First, a set of electrodes on the multi-electrode lead is
identified 412. This set of electrodes lies on or near the right
ventricular septal wall or in the right ventricular outflow tract.
A first effort may be made to identify a subset of electrodes that
stimulate the heart at locations such that the muscles around the
mitral valve will stiffen and mitral regurgitation will be reduced.
The heart is stimulated 414 through an electrode located near the
right ventricular outflow tract. Data is acquired 416 indicative of
the effectiveness of the stimulation in reducing mitral
regurgitation. The cardiac imaging device 101 is usually employed.
Data acquired by Doppler echocardiogram may indicate a reduced or
eliminated backflow through the mitral valve. This data may be
communicated across the link 105 to the programmer 100.
Alternatively, an attending health care provider may observe the
output of the cardiac imaging device 101 and enter a determination
of the effect of a stimulus on mitral regurgitation into the
programmer 100. The programmer 100 (or cardiac stimulator 12)
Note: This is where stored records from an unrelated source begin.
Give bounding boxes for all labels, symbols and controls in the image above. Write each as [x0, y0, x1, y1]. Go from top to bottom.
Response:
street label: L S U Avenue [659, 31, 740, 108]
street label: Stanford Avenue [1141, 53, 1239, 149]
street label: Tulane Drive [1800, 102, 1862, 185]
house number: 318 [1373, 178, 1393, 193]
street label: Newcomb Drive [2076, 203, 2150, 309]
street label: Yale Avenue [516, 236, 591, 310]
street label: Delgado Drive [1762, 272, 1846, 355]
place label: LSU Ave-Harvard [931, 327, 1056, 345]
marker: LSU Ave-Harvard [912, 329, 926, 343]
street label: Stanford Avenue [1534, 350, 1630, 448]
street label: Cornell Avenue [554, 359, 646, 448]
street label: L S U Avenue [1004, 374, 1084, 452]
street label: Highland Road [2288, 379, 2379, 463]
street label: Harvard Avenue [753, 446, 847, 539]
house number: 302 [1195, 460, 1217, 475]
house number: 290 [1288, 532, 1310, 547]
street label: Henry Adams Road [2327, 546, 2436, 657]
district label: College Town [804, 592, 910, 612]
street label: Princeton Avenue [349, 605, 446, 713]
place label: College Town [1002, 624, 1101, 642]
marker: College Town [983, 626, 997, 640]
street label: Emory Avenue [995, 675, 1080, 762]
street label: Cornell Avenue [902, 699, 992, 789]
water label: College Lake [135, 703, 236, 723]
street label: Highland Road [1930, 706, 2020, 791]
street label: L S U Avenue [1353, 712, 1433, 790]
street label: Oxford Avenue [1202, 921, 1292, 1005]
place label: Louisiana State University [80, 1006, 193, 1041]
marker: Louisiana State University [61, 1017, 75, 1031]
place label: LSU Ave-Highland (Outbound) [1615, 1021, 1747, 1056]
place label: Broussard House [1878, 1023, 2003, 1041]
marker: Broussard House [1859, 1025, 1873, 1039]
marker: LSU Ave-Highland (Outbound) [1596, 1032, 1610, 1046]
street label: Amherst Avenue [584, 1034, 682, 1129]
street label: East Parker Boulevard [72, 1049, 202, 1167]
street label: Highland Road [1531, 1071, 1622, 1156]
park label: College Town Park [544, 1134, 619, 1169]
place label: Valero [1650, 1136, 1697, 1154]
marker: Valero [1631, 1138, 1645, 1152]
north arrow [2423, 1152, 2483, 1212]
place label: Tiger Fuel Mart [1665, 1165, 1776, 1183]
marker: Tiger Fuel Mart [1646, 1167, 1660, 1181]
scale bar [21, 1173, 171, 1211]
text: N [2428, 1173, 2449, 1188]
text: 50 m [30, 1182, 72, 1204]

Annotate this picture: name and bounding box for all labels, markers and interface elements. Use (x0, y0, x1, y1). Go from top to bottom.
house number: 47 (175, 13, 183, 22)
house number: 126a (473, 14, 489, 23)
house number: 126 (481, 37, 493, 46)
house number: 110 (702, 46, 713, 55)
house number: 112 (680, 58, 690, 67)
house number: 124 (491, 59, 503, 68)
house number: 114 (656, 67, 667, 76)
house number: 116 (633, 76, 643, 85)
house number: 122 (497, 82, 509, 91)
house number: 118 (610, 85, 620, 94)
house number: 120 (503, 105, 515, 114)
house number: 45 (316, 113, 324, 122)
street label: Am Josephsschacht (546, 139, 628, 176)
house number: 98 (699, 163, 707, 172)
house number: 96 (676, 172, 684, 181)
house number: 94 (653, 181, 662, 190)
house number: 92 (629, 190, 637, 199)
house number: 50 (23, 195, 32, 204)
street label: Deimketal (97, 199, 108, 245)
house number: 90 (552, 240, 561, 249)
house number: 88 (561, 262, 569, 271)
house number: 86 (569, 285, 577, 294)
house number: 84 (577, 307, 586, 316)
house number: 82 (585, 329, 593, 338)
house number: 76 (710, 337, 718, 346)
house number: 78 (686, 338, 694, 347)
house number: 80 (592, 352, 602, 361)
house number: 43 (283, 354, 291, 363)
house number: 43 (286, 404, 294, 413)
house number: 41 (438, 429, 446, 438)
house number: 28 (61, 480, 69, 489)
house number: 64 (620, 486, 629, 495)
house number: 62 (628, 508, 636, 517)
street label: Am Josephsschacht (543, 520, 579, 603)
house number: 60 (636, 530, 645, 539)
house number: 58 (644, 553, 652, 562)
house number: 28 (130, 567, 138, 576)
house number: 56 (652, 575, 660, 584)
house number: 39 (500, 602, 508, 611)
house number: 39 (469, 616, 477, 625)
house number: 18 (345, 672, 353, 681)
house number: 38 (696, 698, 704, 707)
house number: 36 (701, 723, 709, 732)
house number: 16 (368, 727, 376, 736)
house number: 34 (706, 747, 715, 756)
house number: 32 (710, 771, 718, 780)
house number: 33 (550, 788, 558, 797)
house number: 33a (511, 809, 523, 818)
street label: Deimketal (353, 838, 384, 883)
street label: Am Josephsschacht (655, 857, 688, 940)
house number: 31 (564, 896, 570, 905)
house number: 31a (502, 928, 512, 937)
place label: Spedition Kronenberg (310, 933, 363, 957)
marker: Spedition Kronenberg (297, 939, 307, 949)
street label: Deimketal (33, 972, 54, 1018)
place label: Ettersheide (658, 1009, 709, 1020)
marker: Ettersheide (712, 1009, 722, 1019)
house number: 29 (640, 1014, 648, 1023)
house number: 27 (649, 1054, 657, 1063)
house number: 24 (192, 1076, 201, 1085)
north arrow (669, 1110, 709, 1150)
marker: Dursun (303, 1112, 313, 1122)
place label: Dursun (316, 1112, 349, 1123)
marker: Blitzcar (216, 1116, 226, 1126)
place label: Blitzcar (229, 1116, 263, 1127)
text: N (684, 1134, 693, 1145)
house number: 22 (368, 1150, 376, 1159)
compares 418 regurgitation information for the present stimulation
electrode or electrodes with information from previous electrode or
sets of electrodes. If no improvement is noted, the program
inquires 422 if there is another electrode or set of electrodes in
or near the right ventricular outflow tract that is a candidate for
stimulation. If there is another electrode or set of electrodes,
those electrodes are selected 420, and the heart is stimulated 414
again. If not, the program 410 will locate an electrode or set of
electrodes that stiffen the septum in such a way that septal motion
is reduced. If there is an improvement at step 418, the current set
of electrodes is set as optimum 419 and the test for other
candidate electrodes 420 is performed.
[0086] The program 410 begins its search by stimulating 424 the
heart at an electrode or set of electrodes on or near the right
ventricular septal wall. The program may serially select single
electrodes, than sets of two electrodes, then sets of three
electrodes, and so on until a sufficient number of combinations has
been tried. Data is acquired to indicate if septal motion has been
reduced 426 by the stimulation. This may be accomplished by
digitizing features of the images captured by the cardiac imaging
device 101 and transferring this information to the programmer 100
or cardiac stimulator 12. Alternatively, the attending health care
provider may observe the output of the cardiac imaging device 101
and enter a determination of the effect of a stimulus on septal
motion into the programmer 100. The programmer 100 (or cardiac
stimulator 12) compares 430 septal wall motion information for the
present stimulation electrode or electrodes with information from
previous electrode or sets of electrodes. If no improvement is
noted, and additional electrode candidates exist (step 432), then a
new electrode or set of electrodes is selected 428 and the heart is
stimulated again 424. If there is an improvement, program test if
the current set of electrodes is better than the previous optimal
set 430. If the new set is better than the previous optimal set,
the new set is set as optimum 427, and the program inquires 432 if
there is another electrode or set of electrodes in or near the
right ventricular outflow tract that is a candidate for
stimulation. If there is another electrode or set of electrodes,
those electrodes are selected 428, and the heart is stimulated 424
again.
[0087] After both test sequences for mitral regurgitation and
septal wall motion have been performed, a set of optimal electrodes
is specified 434. For any given patient, of course, an attending
physician may elect to treat only mitral regurgitation or
ventricular wall motion without departing from the teachings of
this invention. The set of optimal electrodes is identified in the
cardiac stimulator 12 and used for stimulating the heart. In the
treatment of congestive heart failure, it may be advantageous to
stimulate the right ventricle slightly ahead of an expected
physiologic contraction, thereby controlling the contraction of the
heart from the optimal sites. Thus modern conventional pacers may
sense cardiac events in the atrium and wait for a corresponding
propagation of the event into the ventricle, stimulating the heart
only if timely propagation fails to occur. To treat congestive
heart failure, the cardiac stimulator may sense in the atrium, but
stimulate in the ventricle at a time sooner than the expected
propagation of the intrinsic wave into the ventricles.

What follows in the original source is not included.